Stored data:
####################

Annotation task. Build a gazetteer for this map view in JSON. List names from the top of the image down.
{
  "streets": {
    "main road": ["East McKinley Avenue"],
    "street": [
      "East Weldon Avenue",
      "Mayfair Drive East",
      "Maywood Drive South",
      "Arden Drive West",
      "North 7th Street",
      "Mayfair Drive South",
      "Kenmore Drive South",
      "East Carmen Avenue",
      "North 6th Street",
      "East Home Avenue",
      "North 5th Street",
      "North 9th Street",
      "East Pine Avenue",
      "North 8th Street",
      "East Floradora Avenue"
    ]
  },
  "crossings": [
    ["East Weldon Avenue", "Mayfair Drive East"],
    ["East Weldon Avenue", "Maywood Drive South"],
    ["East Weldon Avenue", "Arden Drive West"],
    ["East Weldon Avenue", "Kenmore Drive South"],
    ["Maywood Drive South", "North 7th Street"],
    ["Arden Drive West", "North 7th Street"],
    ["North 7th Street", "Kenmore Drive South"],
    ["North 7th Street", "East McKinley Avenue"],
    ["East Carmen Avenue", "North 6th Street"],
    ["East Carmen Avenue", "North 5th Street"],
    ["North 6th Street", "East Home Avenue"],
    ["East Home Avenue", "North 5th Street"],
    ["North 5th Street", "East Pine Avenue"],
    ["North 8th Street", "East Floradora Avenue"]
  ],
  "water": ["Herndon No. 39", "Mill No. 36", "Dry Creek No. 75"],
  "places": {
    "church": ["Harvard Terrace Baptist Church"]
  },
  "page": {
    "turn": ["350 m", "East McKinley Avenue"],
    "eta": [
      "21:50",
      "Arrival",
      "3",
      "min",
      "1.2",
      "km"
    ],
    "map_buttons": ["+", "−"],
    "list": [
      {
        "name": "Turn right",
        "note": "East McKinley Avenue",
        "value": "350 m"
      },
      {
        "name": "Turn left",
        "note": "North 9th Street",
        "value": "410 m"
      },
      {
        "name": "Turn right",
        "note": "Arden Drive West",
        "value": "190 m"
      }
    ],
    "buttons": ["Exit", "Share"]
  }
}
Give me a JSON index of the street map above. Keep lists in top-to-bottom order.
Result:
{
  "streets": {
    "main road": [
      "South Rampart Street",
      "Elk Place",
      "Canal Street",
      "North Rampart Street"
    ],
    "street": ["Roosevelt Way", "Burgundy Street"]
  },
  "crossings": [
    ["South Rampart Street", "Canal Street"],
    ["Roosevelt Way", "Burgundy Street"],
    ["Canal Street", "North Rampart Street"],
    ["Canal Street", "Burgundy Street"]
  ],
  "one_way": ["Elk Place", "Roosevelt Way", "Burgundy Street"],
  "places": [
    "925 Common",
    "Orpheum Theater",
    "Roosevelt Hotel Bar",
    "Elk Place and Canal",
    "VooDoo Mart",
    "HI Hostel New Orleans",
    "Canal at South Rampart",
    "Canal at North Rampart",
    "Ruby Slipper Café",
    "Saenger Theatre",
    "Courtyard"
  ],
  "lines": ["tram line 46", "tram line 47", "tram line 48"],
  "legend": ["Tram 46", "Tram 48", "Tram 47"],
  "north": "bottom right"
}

####################

• [YOUR ASSIGNMENT] Copy each line above exactly as it stands.

• [RESPONSE]
Annotation task. Build a gazetteer for this map view in JSON. List names from the top of the image down.
{
  "streets": {
    "main road": ["East McKinley Avenue"],
    "street": [
      "East Weldon Avenue",
      "Mayfair Drive East",
      "Maywood Drive South",
      "Arden Drive West",
      "North 7th Street",
      "Mayfair Drive South",
      "Kenmore Drive South",
      "East Carmen Avenue",
      "North 6th Street",
      "East Home Avenue",
      "North 5th Street",
      "North 9th Street",
      "East Pine Avenue",
      "North 8th Street",
      "East Floradora Avenue"
    ]
  },
  "crossings": [
    ["East Weldon Avenue", "Mayfair Drive East"],
    ["East Weldon Avenue", "Maywood Drive South"],
    ["East Weldon Avenue", "Arden Drive West"],
    ["East Weldon Avenue", "Kenmore Drive South"],
    ["Maywood Drive South", "North 7th Street"],
    ["Arden Drive West", "North 7th Street"],
    ["North 7th Street", "Kenmore Drive South"],
    ["North 7th Street", "East McKinley Avenue"],
    ["East Carmen Avenue", "North 6th Street"],
    ["East Carmen Avenue", "North 5th Street"],
    ["North 6th Street", "East Home Avenue"],
    ["East Home Avenue", "North 5th Street"],
    ["North 5th Street", "East Pine Avenue"],
    ["North 8th Street", "East Floradora Avenue"]
  ],
  "water": ["Herndon No. 39", "Mill No. 36", "Dry Creek No. 75"],
  "places": {
    "church": ["Harvard Terrace Baptist Church"]
  },
  "page": {
    "turn": ["350 m", "East McKinley Avenue"],
    "eta": [
      "21:50",
      "Arrival",
      "3",
      "min",
      "1.2",
      "km"
    ],
    "map_buttons": ["+", "−"],
    "list": [
      {
        "name": "Turn right",
        "note": "East McKinley Avenue",
        "value": "350 m"
      },
      {
        "name": "Turn left",
        "note": "North 9th Street",
        "value": "410 m"
      },
      {
        "name": "Turn right",
        "note": "Arden Drive West",
        "value": "190 m"
      }
    ],
    "buttons": ["Exit", "Share"]
  }
}
Give me a JSON index of the street map above. Keep lists in top-to-bottom order.
Result:
{
  "streets": {
    "main road": [
      "South Rampart Street",
      "Elk Place",
      "Canal Street",
      "North Rampart Street"
    ],
    "street": ["Roosevelt Way", "Burgundy Street"]
  },
  "crossings": [
    ["South Rampart Street", "Canal Street"],
    ["Roosevelt Way", "Burgundy Street"],
    ["Canal Street", "North Rampart Street"],
    ["Canal Street", "Burgundy Street"]
  ],
  "one_way": ["Elk Place", "Roosevelt Way", "Burgundy Street"],
  "places": [
    "925 Common",
    "Orpheum Theater",
    "Roosevelt Hotel Bar",
    "Elk Place and Canal",
    "VooDoo Mart",
    "HI Hostel New Orleans",
    "Canal at South Rampart",
    "Canal at North Rampart",
    "Ruby Slipper Café",
    "Saenger Theatre",
    "Courtyard"
  ],
  "lines": ["tram line 46", "tram line 47", "tram line 48"],
  "legend": ["Tram 46", "Tram 48", "Tram 47"],
  "north": "bottom right"
}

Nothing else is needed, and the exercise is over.